Goldberg v. Commissioner

Bertha K. Goldberg, Petitioner, v. Commissioner of Internal Revenue, Respondent
Goldberg v. Commissioner
Docket No. 65118
United States Tax Court
October 31, 1958, Filed

*40 Decision will be entered for the petitioner.

The petitioner, income beneficiary of a testamentary trust created by her deceased husband in his will, paid $ 38,807.97 to the United States for a deficiency assessment in estate tax against the estate (of her deceased husband) after the estate had been wiped out by virtue of its paying a portion of the same deficiency. Petitioner, in 1953, paid $ 2,500 as a retainer fee to an attorney employed by her and the executors of the estate to bring a suit for refund of the estate tax in the United States District Court. The Commissioner disallowed the deduction of the $ 2,500 attorney's fee on the petitioner's return. Held, that the $ 2,500 is deductible by petitioner as a nonbusiness expense under section 23 (a) (2), I. R. C. 1939.

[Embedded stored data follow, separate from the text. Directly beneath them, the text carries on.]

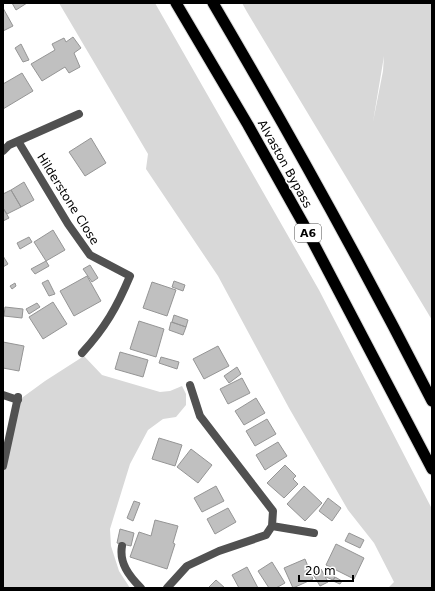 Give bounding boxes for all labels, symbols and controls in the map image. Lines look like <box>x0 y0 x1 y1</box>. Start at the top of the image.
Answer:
street label: Alvaston Bypass <box>255 118 315 210</box>
street label: Hilderstone Close <box>34 151 102 247</box>
road number: A6 <box>295 224 321 242</box>
scale bar <box>299 557 353 583</box>
text: 20 m <box>305 564 336 578</box> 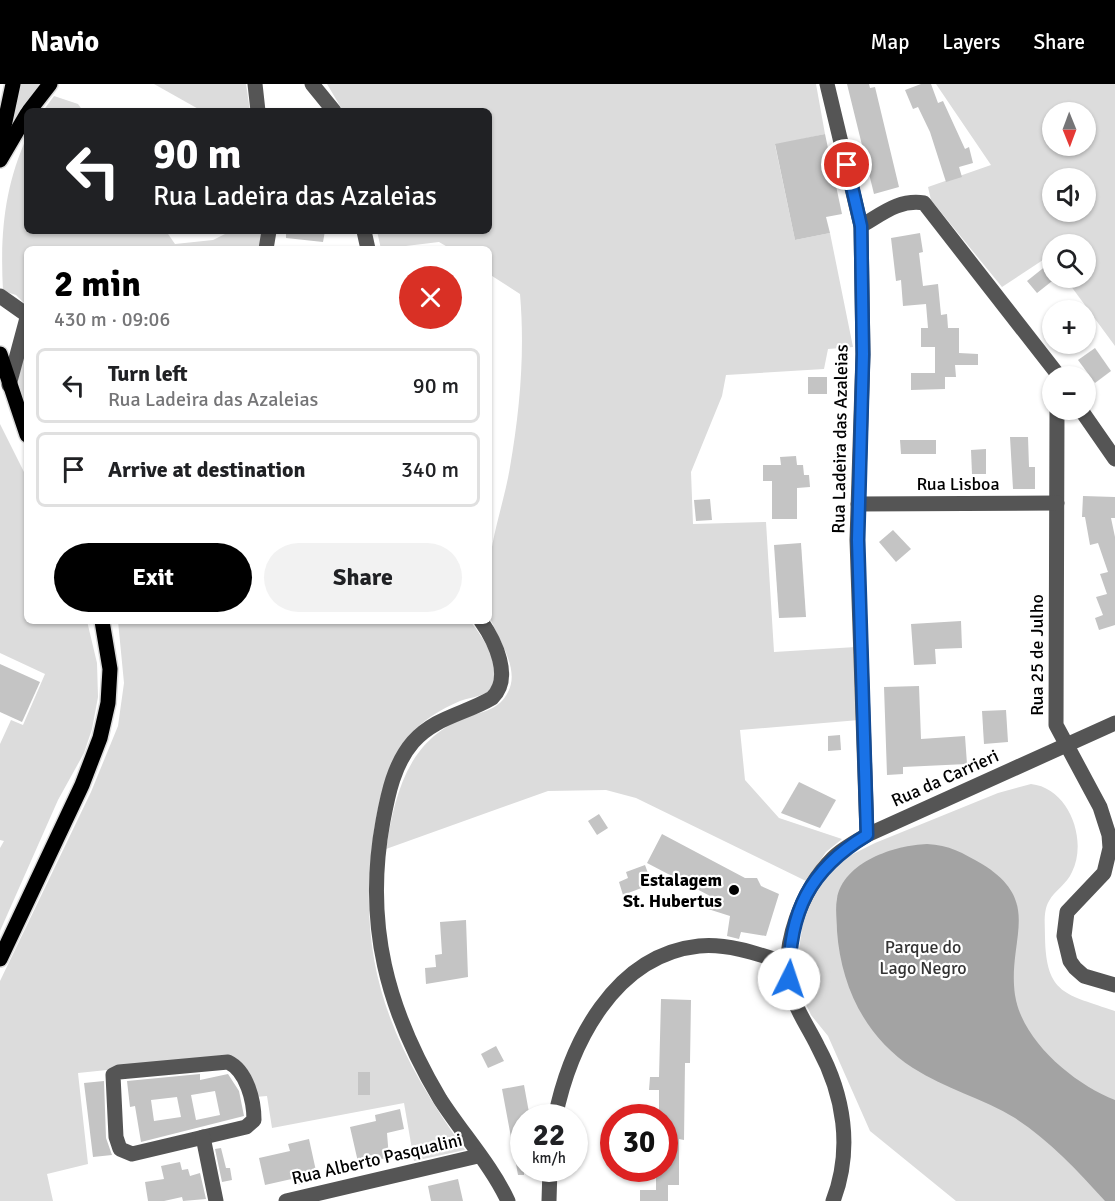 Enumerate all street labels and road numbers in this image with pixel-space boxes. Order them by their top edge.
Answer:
street label: Rua Ladeira das Azaleias [827,344,853,534]
street label: Rua Lisboa [916,473,1000,495]
street label: Rua 25 de Julho [1026,594,1048,716]
street label: Rua da Carrieri [888,745,1002,811]
street label: Rua Alberto Pasqualini [290,1129,464,1189] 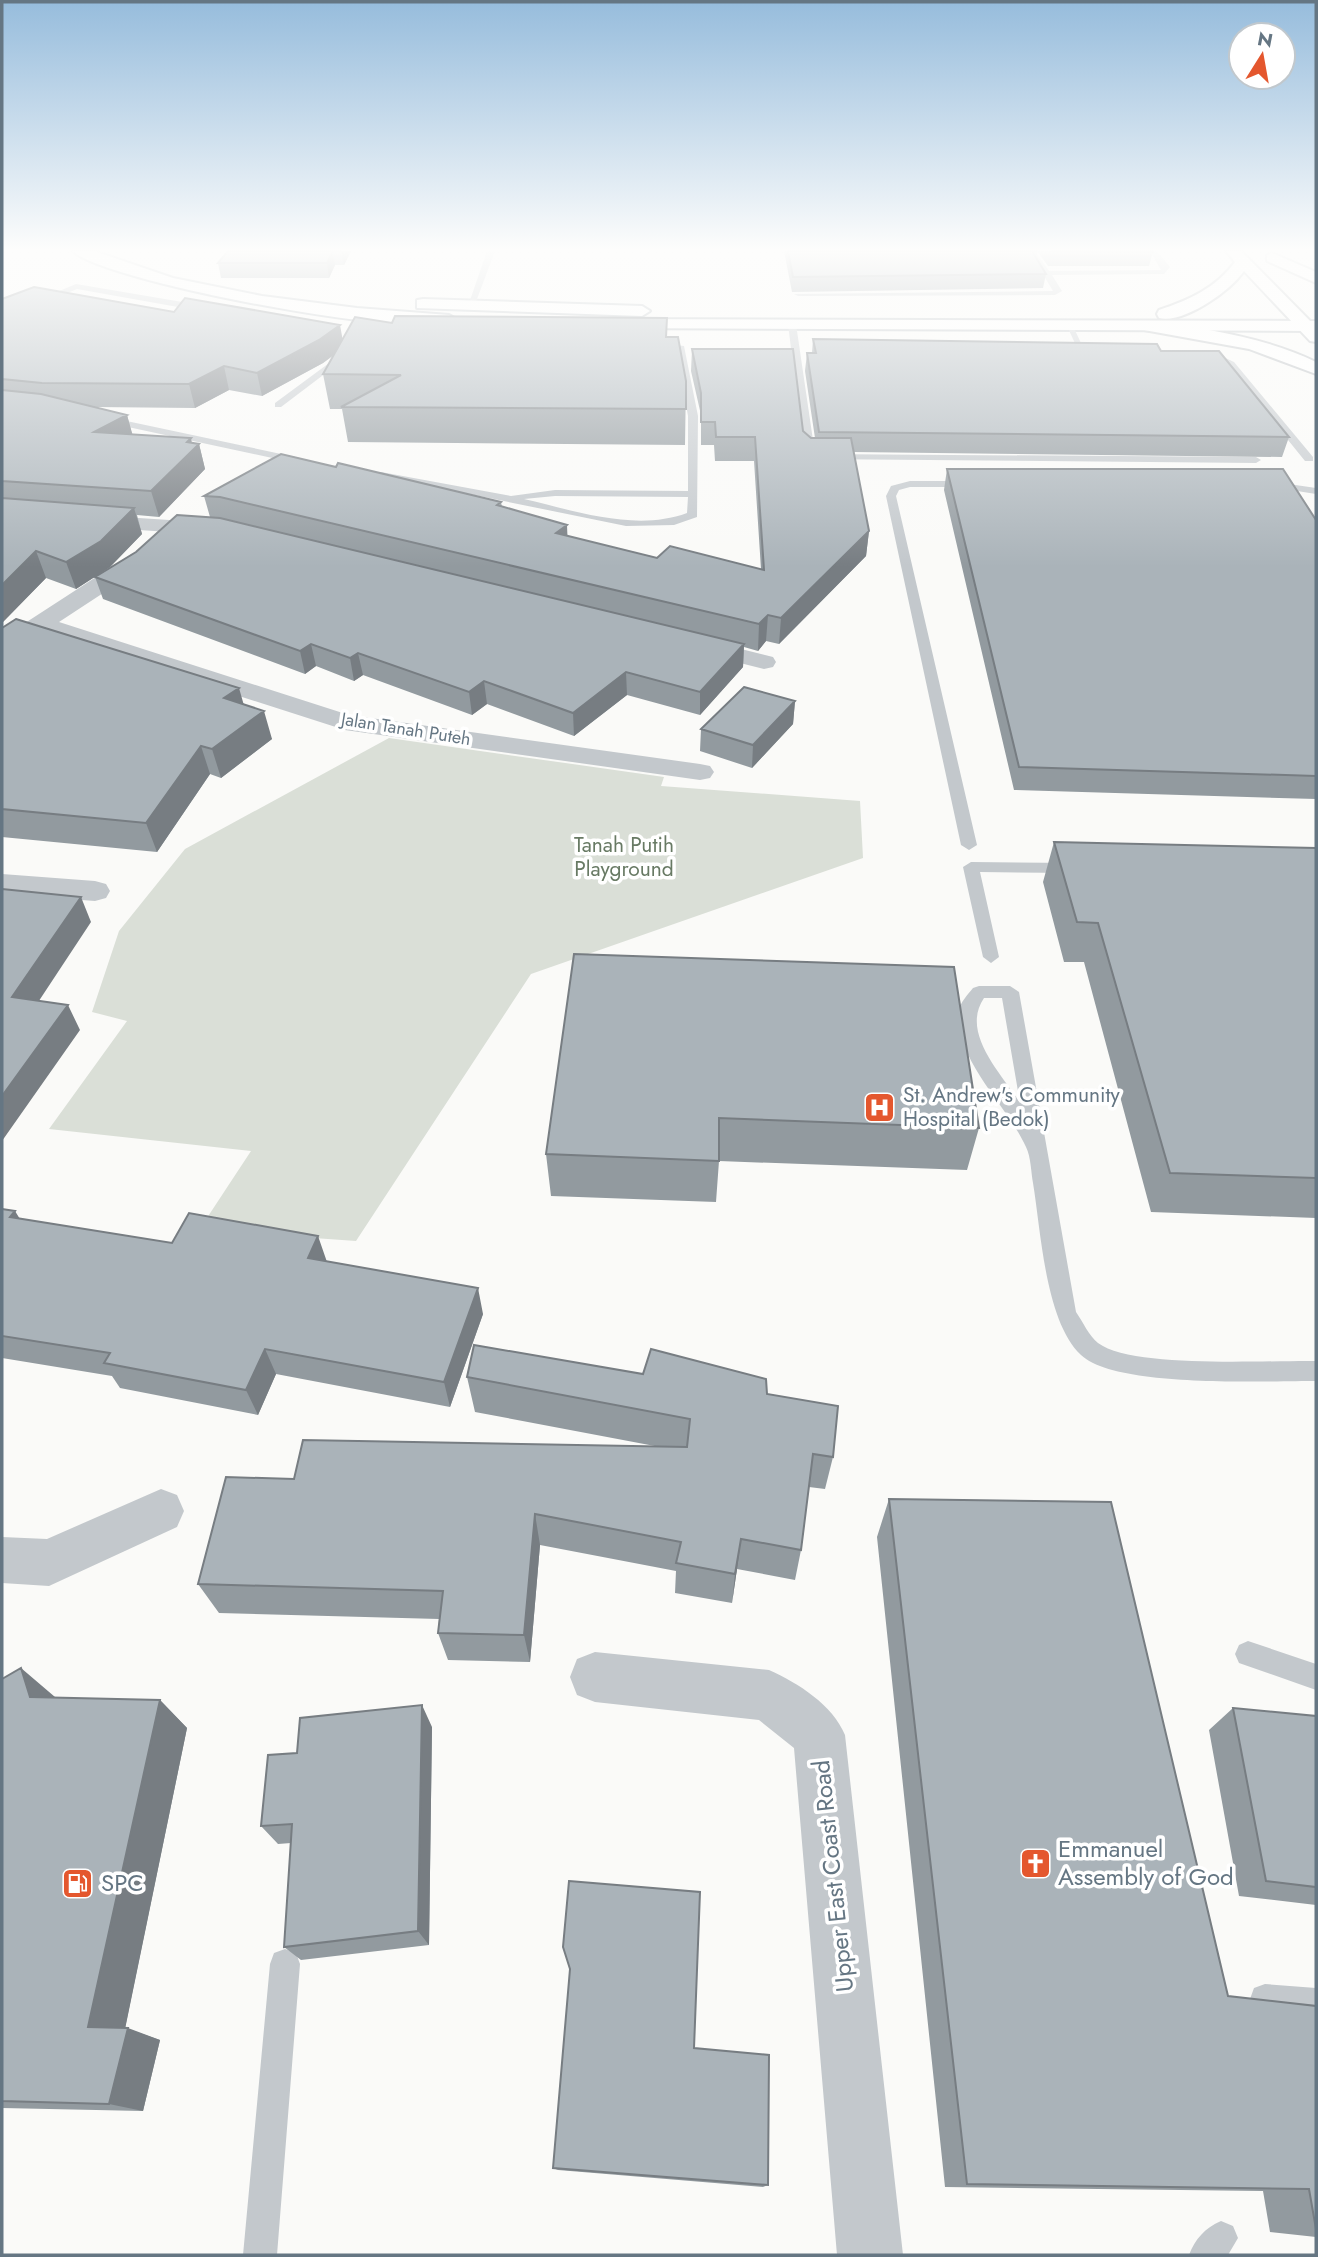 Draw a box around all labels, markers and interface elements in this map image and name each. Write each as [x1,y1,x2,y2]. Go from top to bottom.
north arrow [1227,21,1297,91]
text: N [1255,25,1275,54]
street label: Jalan Tanah Puteh [337,706,473,752]
park label: Tanah Putih Playground [574,830,674,884]
place label: St. Andrew's Community Hospital (Bedok) [903,1080,1120,1134]
hospital icon: St. Andrew's Community Hospital (Bedok) [863,1090,897,1124]
street label: Upper East Coast Road [803,1758,862,1994]
place label: Emmanuel Assembly of God [1058,1831,1234,1894]
church icon: Emmanuel Assembly of God [1018,1846,1052,1880]
place label: SPC [101,1865,144,1900]
fuel station icon: SPC [61,1866,95,1900] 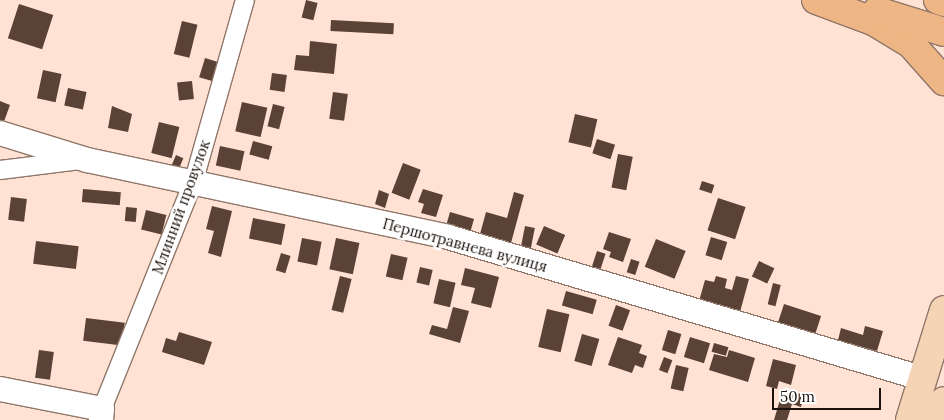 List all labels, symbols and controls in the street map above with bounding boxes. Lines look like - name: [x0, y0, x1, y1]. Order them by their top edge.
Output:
- street label: Млинний провулок: [148, 137, 214, 277]
- street label: Першотравнева вулиця: [381, 214, 549, 276]
- scale bar: [774, 378, 883, 410]
- text: 50 m: [780, 387, 815, 406] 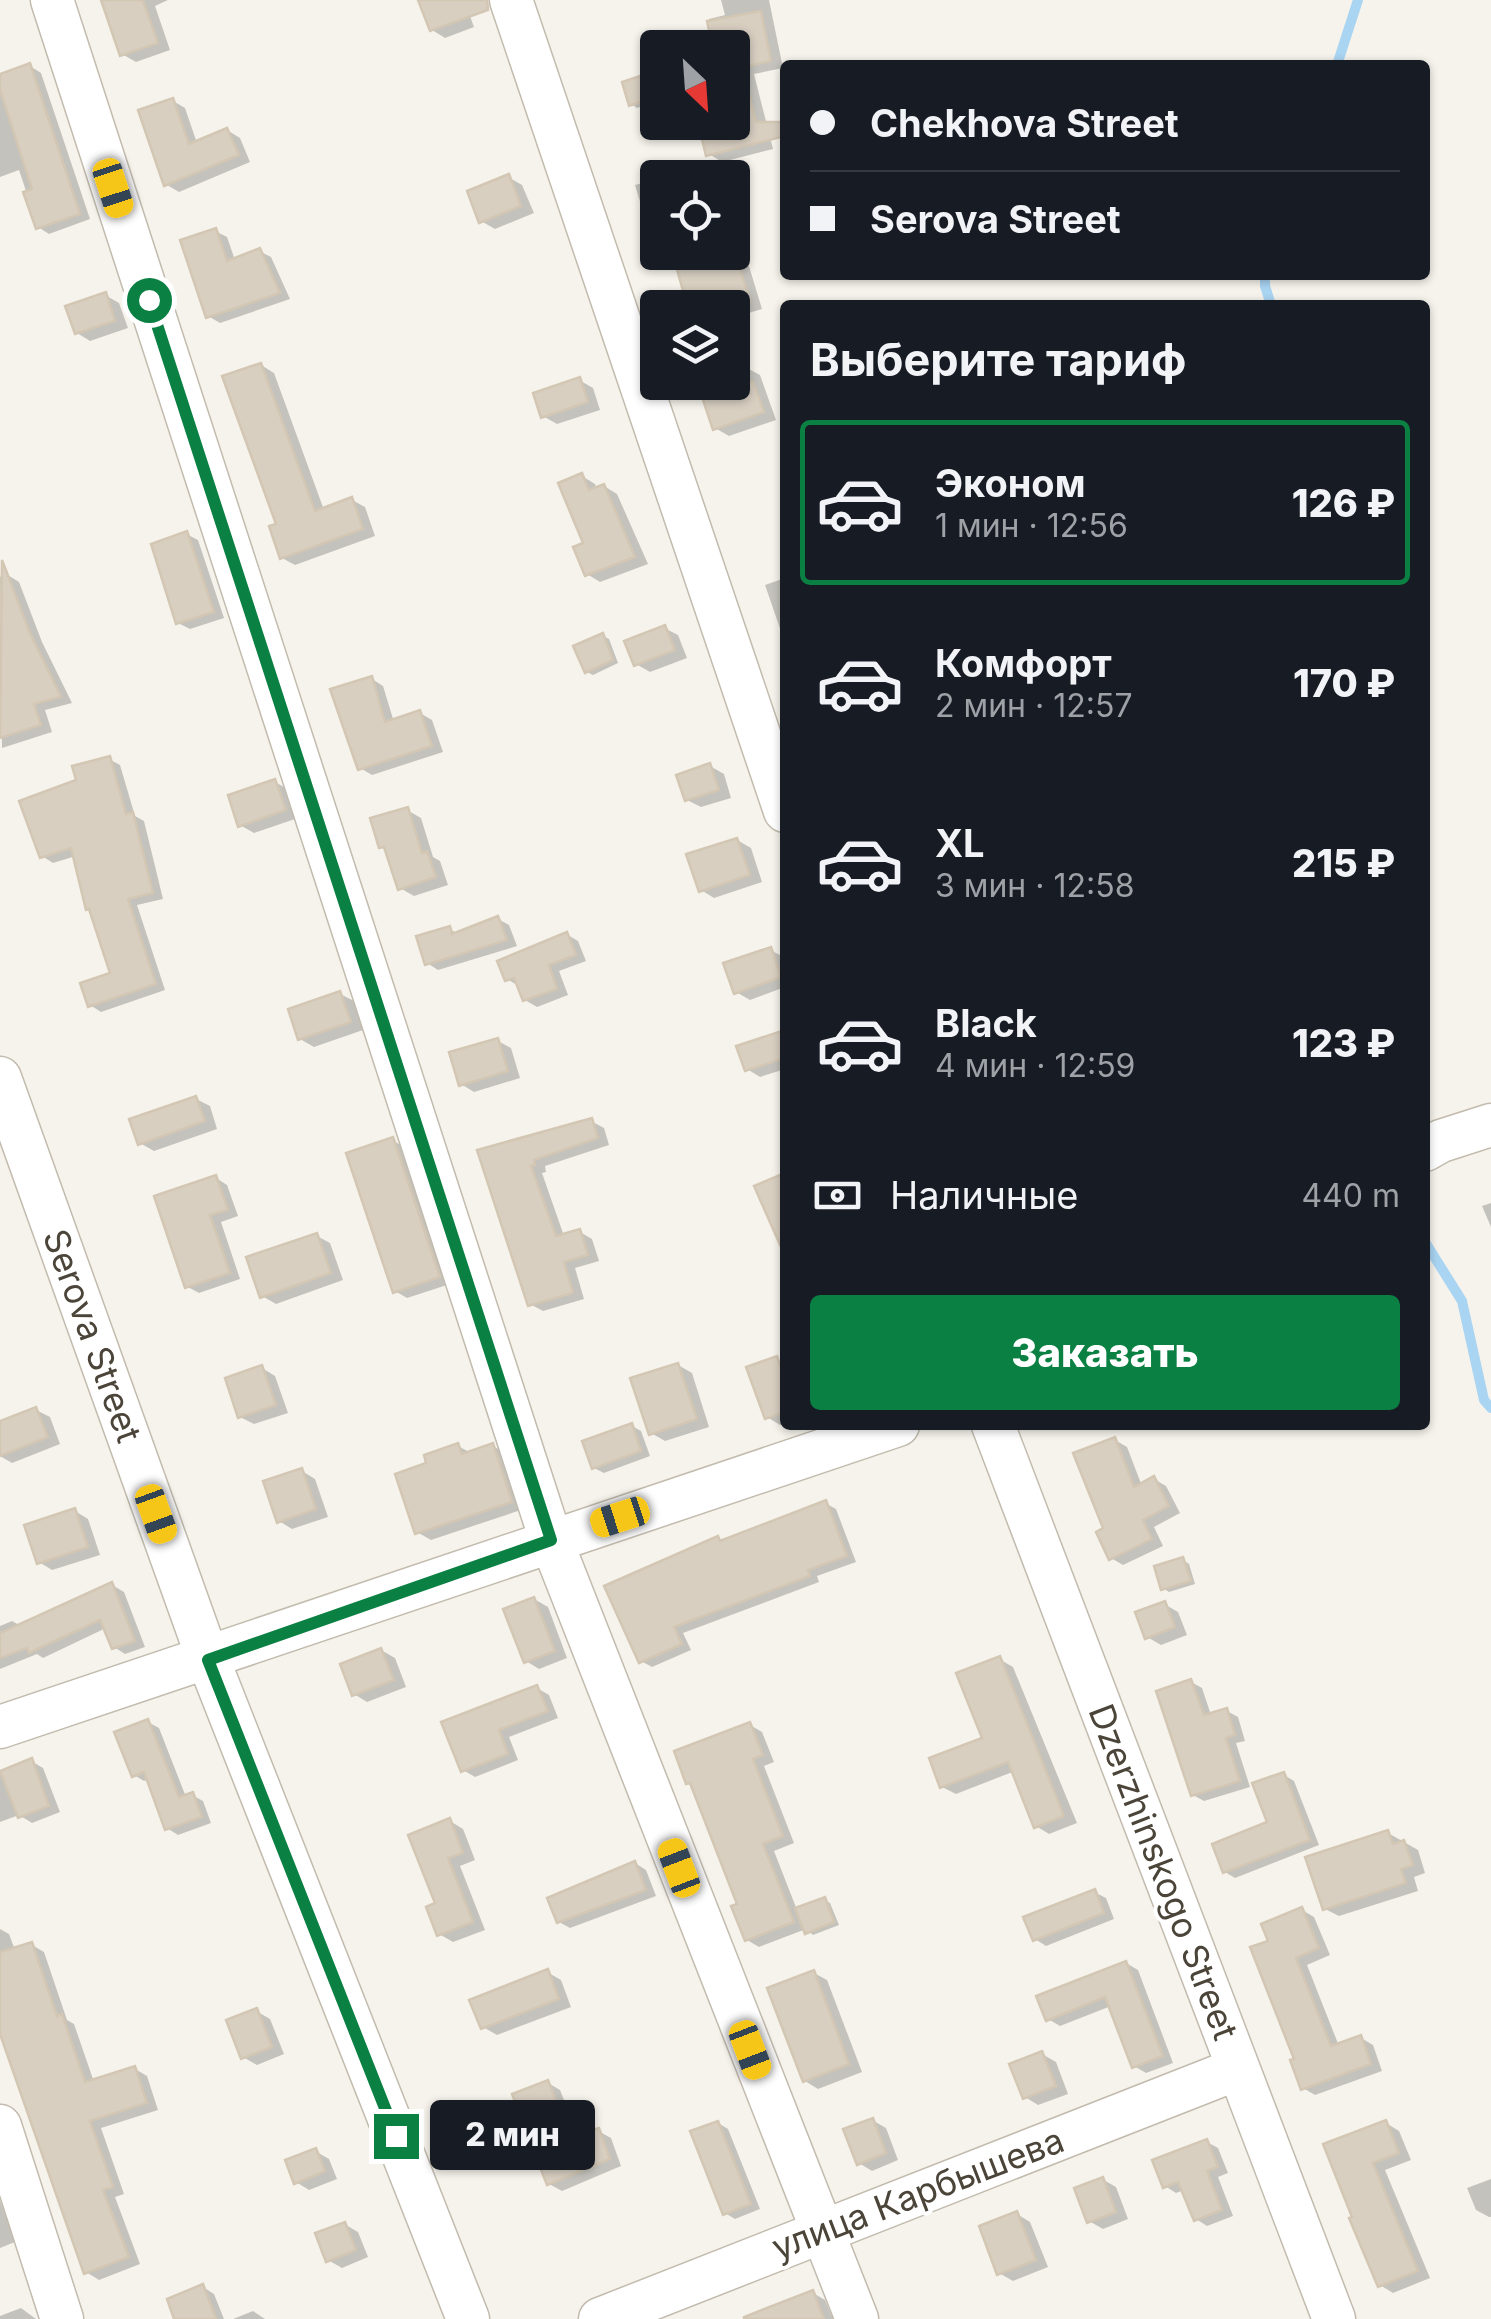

Richard*41 W. Case, Esq., for the petitioner.
George J. Rabil, Esq., for the respondent.
Black, Judge. Harron, J., dissents. Fisher, J., did not participate in the consideration of or decision in this report.

BLACK

*258 The deficiency in income tax determined against petitioner for the year 1953 of $ 1,597.39 is due to one adjustment made by the Commissioner to the income as reported by petitioner on her return for that year. That adjustment is: "Unallowable deduction: (a) Attorney Fees $ 2,500.00." The adjustment is explained in the deficiency notice as follows:

The claimed deduction for attorney fees in the amount of $ 2,500.00 is disallowed for the reason that the fees are not an ordinary and necessary expense within the provisions of Section 23 (a) (2) of the Internal Revenue Code of 1939.

Petitioner contests this adjustment by an appropriate assignment of error.

FINDINGS OF FACT.

Part of the facts have been stipulated and are incorporated herein by this reference.

Bertha K. Goldberg, hereinafter sometimes referred to as petitioner, resides in Baltimore, Maryland, and filed her income tax return for the year 1953 with the district director of internal revenue at*42 Baltimore, Maryland.

The petitioner is the beneficiary under the will of Harry Goldberg, deceased, hereinafter sometimes referred to as the decedent, which will was admitted to probate by the Orphans' Court of Baltimore City on *259 July 2, 1947. Letters testamentary on the estate of the decedent were duly granted to Zanvyl Krieger and Baltimore National Bank by the Orphans' Court of Baltimore City.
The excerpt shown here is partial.